What does one do with a movie like Liquid Sky? I saw a crappy DVD version of it years ago, and was so baffled that I forced it on my Movie Night friends as part of a double-feature. Due to protests from my friends about the movie being unbearably awful, I was forced to turn it off after 10 minutes.
Revisiting the film again years later, restored in 4K glory, I have to admit it is a gorgeous, if still baffling account of an arty version of the Manhattan “punk” scene (aka New Wave, if you have half a brain), and one gorgeous, sullen diva’s relationship with an alien that pulls power from her sexual partners.
Beautifully androgynous Anne Carlisle plays Margaret, a sullen monotone model who frequents the drug-addled New Wave club scene and tends to hook up with all sorts of rapey people.

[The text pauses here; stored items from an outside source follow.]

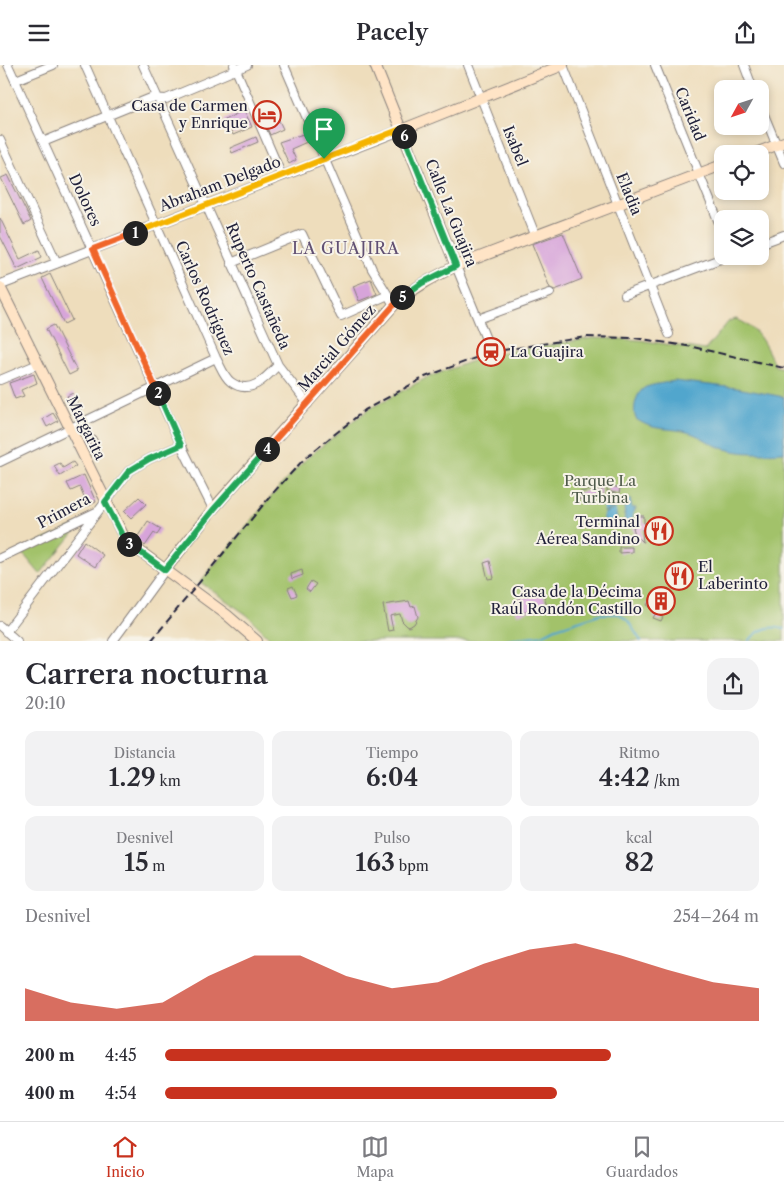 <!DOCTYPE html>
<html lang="es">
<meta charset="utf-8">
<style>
body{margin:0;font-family:"Libre Caslon Text",serif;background:#f2f2f3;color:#2b2b33;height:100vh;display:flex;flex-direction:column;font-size:19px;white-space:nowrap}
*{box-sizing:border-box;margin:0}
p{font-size:16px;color:#7c7c81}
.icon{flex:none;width:28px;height:28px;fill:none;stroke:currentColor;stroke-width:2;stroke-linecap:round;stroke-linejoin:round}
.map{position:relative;height:576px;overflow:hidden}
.drawer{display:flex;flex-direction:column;background:#fff;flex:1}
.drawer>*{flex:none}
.needle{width:32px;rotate:230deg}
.buttons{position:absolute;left:714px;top:15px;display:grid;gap:10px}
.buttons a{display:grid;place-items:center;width:55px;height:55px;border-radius:10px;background:#fff;box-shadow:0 2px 8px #0003;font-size:25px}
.pin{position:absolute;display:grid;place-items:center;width:42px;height:42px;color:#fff;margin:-51px -21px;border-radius:50% 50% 50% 0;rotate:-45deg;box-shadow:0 0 5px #0007}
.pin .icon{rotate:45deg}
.km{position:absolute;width:25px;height:25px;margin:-12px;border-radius:50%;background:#222;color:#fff;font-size:14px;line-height:25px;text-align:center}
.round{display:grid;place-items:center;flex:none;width:52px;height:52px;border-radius:15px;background:#f2f2f3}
.headline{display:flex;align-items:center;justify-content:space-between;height:85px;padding:0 25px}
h1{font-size:28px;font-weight:600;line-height:38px}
.metrics{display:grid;grid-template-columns:repeat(3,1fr);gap:8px;height:85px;padding:5px 25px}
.metrics div{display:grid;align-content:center;border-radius:12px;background:#f2f2f3;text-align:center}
.metrics b{font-size:25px;font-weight:600}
.metrics small{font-size:14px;font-weight:400}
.metrics p{font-size:14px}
.chart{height:140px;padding:10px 25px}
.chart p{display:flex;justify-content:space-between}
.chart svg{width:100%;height:90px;margin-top:5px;fill:#c8321e;opacity:.7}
ul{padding:0 25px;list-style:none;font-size:16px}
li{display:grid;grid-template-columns:80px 60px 1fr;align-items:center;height:38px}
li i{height:12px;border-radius:6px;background:#c8321e}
header{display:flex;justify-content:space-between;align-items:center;height:65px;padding:0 25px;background:#fff;font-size:22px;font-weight:600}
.tabs{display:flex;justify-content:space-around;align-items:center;height:70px;border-top:1px solid #e1e1e2;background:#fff;font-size:14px;color:#7c7c81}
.tabs a{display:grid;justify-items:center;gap:2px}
.tabs .on{color:#c8321e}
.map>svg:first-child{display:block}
</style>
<header><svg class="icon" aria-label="menu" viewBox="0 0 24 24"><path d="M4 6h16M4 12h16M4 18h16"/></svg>Pacely<svg class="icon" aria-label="share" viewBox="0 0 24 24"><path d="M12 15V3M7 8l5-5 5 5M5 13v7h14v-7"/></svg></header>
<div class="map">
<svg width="784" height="576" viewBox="0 0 784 576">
<rect width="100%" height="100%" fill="#f7f3e8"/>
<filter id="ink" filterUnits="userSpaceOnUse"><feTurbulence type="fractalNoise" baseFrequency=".02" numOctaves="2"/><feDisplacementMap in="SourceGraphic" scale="10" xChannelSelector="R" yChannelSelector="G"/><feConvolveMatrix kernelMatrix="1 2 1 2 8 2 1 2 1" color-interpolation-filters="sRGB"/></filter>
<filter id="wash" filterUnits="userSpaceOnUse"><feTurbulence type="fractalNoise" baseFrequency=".0096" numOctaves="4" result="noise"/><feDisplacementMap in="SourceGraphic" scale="20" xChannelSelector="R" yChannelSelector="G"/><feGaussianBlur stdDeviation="1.12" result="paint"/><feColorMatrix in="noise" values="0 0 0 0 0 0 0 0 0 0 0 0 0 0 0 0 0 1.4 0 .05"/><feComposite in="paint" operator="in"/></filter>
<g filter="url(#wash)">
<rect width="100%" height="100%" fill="#eeddbc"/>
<path fill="#a2c26a" stroke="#627252" d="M 736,254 C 759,263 765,280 775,301 L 784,303 L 784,576 L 273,576 L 247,550 L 200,517 L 282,419 L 308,392 L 369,344 L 428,312 L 492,289 L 593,273 L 639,275 L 705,285 L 729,256 Z
M 82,458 L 40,509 L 20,485 Z"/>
<path fill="#51a6cd" stroke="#3a6484" d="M 674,316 L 737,323 L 784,332 L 784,387 C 763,388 742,390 722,383 C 710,379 700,370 687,367 C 668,362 655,367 636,354 C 632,345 636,326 646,322 C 654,319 666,318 674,316 Z
M 613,431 L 617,439 L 615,442 L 604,447 L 602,438 L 605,433 Z
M 630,434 L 632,443 L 636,443 L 632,451 L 633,454 L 629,459 L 625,458 L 624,437 Z
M 615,444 L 617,454 L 613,458 L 609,459 L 604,456 L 603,450 L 607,447 Z"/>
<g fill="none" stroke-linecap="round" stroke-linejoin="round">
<path stroke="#51a6cd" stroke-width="2" d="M 503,576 L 508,574 L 542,570 L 556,563 L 600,549 L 619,549 L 628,556 L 641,576
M 749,576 C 758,564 770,560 784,564"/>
</g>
<g id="blocks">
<path fill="#d7a4da" d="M 273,43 L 283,64 L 270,70 L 261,48 Z
M 244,45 L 252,62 L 233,70 L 228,59 L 226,60 L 224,55 Z
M 306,68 L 309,76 L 291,84 L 296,95 L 289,99 L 279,77 Z
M 256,72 L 258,77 L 232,88 L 230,83 Z
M 8,110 L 31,156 L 24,160 L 1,113 Z
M 0,153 L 20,194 L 39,185 L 42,192 L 17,204 L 0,171 Z
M 563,168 L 582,214 L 555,225 L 550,223 L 532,179 Z
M 50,209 L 72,255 L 64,259 L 42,213 Z
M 371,214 L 377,229 L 359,236 L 353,221 Z
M 54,260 L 77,306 L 69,310 L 46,264 Z
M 34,309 L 37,318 L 21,325 L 24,331 L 15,334 L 9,318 Z
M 73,328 L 81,345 L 75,348 L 67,331 Z
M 53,348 L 58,356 L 47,362 L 43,354 Z
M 95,371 L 98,376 L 89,380 L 87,374 Z
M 73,397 L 76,401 L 60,411 L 54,401 L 60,398 L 63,403 Z
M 84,410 L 96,437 L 88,441 L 80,422 L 71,426 L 67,418 Z
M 608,420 L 620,423 L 619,429 L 607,426 Z
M 601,423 L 602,430 L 576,435 L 575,428 Z
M 139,432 L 146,439 L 131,453 L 124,446 Z
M 637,451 L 644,451 L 644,458 L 657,462 L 652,467 L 642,464 L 643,478 L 635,470 L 633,462 L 638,461 Z
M 148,456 L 161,464 L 157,470 L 154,468 L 145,481 L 136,474 Z
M 84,476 L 103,490 L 95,502 L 76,489 Z
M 619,482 L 632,482 L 632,487 L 619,488 Z
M 490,496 L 494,513 L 488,514 L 484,498 Z
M 675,504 L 687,513 L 683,518 L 671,509 Z
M 302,505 L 303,510 L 292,514 L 291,509 Z
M 311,516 L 316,519 L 310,527 L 306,524 Z
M 293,521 L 297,530 L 292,532 L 288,523 Z
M 655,525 L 674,535 L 669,543 L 666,541 L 660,551 L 663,552 L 661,556 L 653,553 L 657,546 L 647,540 Z
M 543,527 L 547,542 L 517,549 L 515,542 L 521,541 L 519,532 Z
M 409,536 L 411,542 L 415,541 L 418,552 L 414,559 L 409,562 L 407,561 L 402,556 L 400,549 L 390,551 L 393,565 L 388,566 L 383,540 Z"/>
</g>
</g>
<g filter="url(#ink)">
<use href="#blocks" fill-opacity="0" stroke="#88807c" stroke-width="1"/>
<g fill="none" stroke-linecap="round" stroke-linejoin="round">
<defs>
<path id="minor" d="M 8,0 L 181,380 L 213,444
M 85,0 L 216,293 C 220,300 224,312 231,317 C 250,331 266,313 278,300
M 143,0 L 278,300 L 308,339
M 234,0 L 282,111
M 284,0 L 372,204 L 394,240
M 468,0 L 536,172
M 563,0 L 669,269
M 655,0 L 722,165
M 744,0 L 753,24
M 16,15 L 53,0
M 760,40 L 784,98
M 0,75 L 57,198
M 43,77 L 151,33 L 166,34 L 247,0
M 760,179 L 784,170
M 231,198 L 302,169 L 341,251 L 388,230
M 456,201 L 488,279
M 625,230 L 728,191
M 478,254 L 550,228
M 0,315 L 38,299
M 0,397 L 216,293
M 0,493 L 96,447
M 0,561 L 17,576
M 6,567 L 129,406 L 149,394 L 181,380
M 113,576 L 165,505"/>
<path id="tertiary" d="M 0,220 L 401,65"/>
<path id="secondary" d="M 375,0 L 456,201
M 401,65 L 563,0
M 753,89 L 784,77
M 0,222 L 126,476 L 227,550 L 257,576
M 165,505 L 213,444 L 394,240 C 413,223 434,212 456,201 L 722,100"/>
</defs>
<use href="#minor" stroke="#88807c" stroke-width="10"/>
<use href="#tertiary" stroke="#88807c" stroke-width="11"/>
<use href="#secondary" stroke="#88807c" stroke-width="12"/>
<use href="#minor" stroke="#fff" stroke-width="8"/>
<use href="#tertiary" stroke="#fff" stroke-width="9"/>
<use href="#secondary" stroke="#ffe4c6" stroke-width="10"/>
<path stroke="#22223b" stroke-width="2" stroke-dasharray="8 4" stroke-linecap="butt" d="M 151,576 L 273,428 L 305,393 L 365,345 L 425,312 L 491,287 L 586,272 L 635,273 L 693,282 L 784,303"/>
</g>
</g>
<g fill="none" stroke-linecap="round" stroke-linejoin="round" filter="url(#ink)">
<defs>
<path id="split-1" d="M 135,168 L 324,94"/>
<path id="split-2" d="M 135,168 L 93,184 L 158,328"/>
<path id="split-3" d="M 129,479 L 122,470 L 105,437 L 129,406 L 149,394 L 181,380 L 158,328"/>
<path id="split-4" d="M 129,479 L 165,505 L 214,444 L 267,384"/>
<path id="split-5" d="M 267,384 L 394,240 L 402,232"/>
<path id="split-6" d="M 402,232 L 422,218 L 456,201 L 404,71"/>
<path id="split-7" d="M 324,94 L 401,64 L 404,71"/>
</defs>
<use href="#split-1" stroke="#fff" stroke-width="10"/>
<use href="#split-2" stroke="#fff" stroke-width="10"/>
<use href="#split-3" stroke="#fff" stroke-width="10"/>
<use href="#split-4" stroke="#fff" stroke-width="10"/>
<use href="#split-5" stroke="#fff" stroke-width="10"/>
<use href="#split-6" stroke="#fff" stroke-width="10"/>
<use href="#split-7" stroke="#fff" stroke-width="10"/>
<use href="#split-1" stroke="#f5b400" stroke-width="6"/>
<use href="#split-2" stroke="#f0652b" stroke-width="6"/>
<use href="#split-3" stroke="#22a559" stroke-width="6"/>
<use href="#split-4" stroke="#22a559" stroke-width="6"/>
<use href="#split-5" stroke="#f0652b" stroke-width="6"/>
<use href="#split-6" stroke="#22a559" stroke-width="6"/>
<use href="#split-7" stroke="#f5b400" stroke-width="6"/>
</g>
<defs>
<symbol id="hotel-ring" viewBox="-11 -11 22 22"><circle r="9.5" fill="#f7f3e8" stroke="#c8321e" stroke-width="1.5"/><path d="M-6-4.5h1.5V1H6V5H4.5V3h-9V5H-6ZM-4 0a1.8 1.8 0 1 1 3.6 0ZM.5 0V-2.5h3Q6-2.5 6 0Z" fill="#c8321e"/></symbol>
<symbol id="station-ring" viewBox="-11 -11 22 22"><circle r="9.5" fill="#f7f3e8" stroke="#c8321e" stroke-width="1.5"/><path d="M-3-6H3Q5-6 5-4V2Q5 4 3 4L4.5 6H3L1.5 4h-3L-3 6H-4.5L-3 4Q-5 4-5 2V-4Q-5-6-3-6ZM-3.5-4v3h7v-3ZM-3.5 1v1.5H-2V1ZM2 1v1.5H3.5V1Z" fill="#c8321e"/></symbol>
<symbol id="restaurant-ring" viewBox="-11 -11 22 22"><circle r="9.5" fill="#f7f3e8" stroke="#c8321e" stroke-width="1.5"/><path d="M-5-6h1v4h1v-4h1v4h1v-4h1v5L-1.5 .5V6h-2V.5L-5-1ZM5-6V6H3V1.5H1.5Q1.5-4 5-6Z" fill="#c8321e"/></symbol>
<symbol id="building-ring" viewBox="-11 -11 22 22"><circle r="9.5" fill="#f7f3e8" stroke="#c8321e" stroke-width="1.5"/><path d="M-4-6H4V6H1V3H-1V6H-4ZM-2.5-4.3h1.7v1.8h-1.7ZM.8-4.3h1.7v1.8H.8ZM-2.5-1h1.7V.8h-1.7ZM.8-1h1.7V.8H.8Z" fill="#c8321e"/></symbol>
</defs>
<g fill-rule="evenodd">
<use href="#hotel-ring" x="251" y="34" width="32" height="32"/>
<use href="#station-ring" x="475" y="271" width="32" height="32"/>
<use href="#restaurant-ring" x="643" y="450" width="32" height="32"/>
<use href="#restaurant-ring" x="663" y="495" width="32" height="32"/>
<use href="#building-ring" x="645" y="520" width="32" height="32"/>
</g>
<g text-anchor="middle" stroke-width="4" stroke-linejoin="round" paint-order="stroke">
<g font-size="15" fill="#22223b" stroke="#f7f3e8" text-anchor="end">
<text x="248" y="46">Casa de Carmen<tspan x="248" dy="17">y Enrique</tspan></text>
<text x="510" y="292" text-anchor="start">La Guajira</text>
<text x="640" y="462">Terminal<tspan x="640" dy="17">Aérea Sandino</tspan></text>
<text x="698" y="507" text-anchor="start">El<tspan x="698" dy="17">Laberinto</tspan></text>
<text x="642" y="532">Casa de la Décima<tspan x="642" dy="17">Raúl Rondón Castillo</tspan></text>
</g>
<g font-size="15" fill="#22223b" stroke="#f7f3e8">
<text transform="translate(690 49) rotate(68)" y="5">Caridad</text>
<text transform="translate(515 81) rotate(68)" y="5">Isabel</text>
<text transform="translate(220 119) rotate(-21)" y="5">Abraham Delgado</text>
<text transform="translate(629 129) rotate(68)" y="5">Eladia</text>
<text transform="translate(85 135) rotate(65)" y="5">Dolores</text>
<text transform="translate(451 148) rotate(68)" y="5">Calle La Guajira</text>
<text transform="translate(258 221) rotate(66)" y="5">Ruperto Castañeda</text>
<text transform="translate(205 233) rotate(66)" y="5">Carlos Rodríguez</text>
<text transform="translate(337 283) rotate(-49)" y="5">Marcial Gómez</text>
<text transform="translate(86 363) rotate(64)" y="5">Margarita</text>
<text transform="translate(64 446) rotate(-28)" y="5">Primera</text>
</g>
<g font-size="15" fill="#4f5a4b" stroke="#f7f3e8">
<text x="600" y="421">Parque La<tspan x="600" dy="17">Turbina</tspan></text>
</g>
<g font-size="16" letter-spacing="1" fill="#615073" stroke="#f7f3e8">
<text x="346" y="189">LA GUAJIRA</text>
</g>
</g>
</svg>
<div class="buttons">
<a><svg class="needle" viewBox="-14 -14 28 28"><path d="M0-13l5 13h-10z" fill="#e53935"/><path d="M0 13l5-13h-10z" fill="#7c7c81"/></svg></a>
<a><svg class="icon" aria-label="locate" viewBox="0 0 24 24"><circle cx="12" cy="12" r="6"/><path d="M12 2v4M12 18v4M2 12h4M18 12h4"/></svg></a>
<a><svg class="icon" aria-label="layers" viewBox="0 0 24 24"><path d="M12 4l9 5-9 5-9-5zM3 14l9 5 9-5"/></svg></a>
</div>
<div class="pin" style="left:324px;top:94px;background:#1e9e55"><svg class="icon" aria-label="arrive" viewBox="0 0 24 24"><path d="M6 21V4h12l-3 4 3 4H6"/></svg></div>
<b class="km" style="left:135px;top:168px">1</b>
<b class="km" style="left:158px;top:328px">2</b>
<b class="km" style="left:129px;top:479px">3</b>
<b class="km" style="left:267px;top:384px">4</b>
<b class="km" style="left:402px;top:232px">5</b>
<b class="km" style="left:404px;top:71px">6</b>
</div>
<section class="drawer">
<div class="headline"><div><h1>Carrera nocturna</h1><p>20:10</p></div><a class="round"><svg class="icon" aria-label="share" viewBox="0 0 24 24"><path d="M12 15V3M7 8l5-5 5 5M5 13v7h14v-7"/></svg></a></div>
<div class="metrics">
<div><p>Distancia</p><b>1.29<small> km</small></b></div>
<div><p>Tiempo</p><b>6:04</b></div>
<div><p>Ritmo</p><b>4:42<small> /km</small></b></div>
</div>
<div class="metrics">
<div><p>Desnivel</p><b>15<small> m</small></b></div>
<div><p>Pulso</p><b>163<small> bpm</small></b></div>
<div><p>kcal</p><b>82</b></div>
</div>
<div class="chart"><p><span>Desnivel</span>254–264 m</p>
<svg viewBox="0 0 160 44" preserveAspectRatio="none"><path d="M0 44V28L10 35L20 38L30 35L40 22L50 12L60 12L70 22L80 28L90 25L100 16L110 9L120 6L130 12L140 19L150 25L160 28V44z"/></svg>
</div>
<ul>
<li><b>200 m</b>4:45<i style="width:75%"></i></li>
<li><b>400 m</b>4:54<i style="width:66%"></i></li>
</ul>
</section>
<nav class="tabs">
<a class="on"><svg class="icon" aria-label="home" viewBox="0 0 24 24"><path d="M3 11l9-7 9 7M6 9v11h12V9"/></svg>Inicio</a>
<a><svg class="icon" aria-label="map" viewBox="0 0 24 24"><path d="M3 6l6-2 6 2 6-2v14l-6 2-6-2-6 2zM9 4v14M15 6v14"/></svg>Mapa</a>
<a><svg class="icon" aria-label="saved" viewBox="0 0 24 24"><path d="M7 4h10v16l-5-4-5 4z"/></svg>Guardados</a>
</nav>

Carlisle also plays Jimmy, a sullen, monotone model, who is a little bitch who calls Margaret “chicken” over and over to the leering catcalls of their glamorous social circle. Needless to say, when a dinner-plate-sized alien spacecraft lands on Margaret’s divey penthouse roof, she probably doesn’t mind that it taps into sexual energy to make all of the rapey douchebags (male and female) in her circle disappear as soon as they orgasm on/in/via her. (The only joy Margaret seems to get out of the whole thing is that her sexual partners disappear immediately into thin air.)
It is certainly a curious film that you will either watch with gritted teeth or baffled delight. Released in 1982, it was co-written and directed by a Russian (Slava Tsukerman) and starred mainly acting students (along with their own teacher, playing an older lover/early victim of Margaret). Apparently it was a cult hit for years, and became very hard to find on video, except as a pirated copy of a copy.
Fans of this film will certainly be delighted with this restored release. (My middle of the road rating is merely for my still kinda-cringey response to the film itself.) The extras on the Blu-ray seems to track down just about everyone involved to have their say about the film, from Carlisle (who co-wrote the screenplay) to Tsukerman (who has feature commentary) to many of the cast members and crew. There is a full live Q&A session from a screening at the Alamo Drafthouse, as well as an almost hour-long feature “Liquid Sky Revisited” about the making of the film. Perhaps the most out-of-nowhere interesting “where are they now?” cast revelation is about the untimely passing of Deborah Jacobs Welsh, who was a flight attendant on the doomed hijacked United Airlines Flight 93 that crashed on 9/11.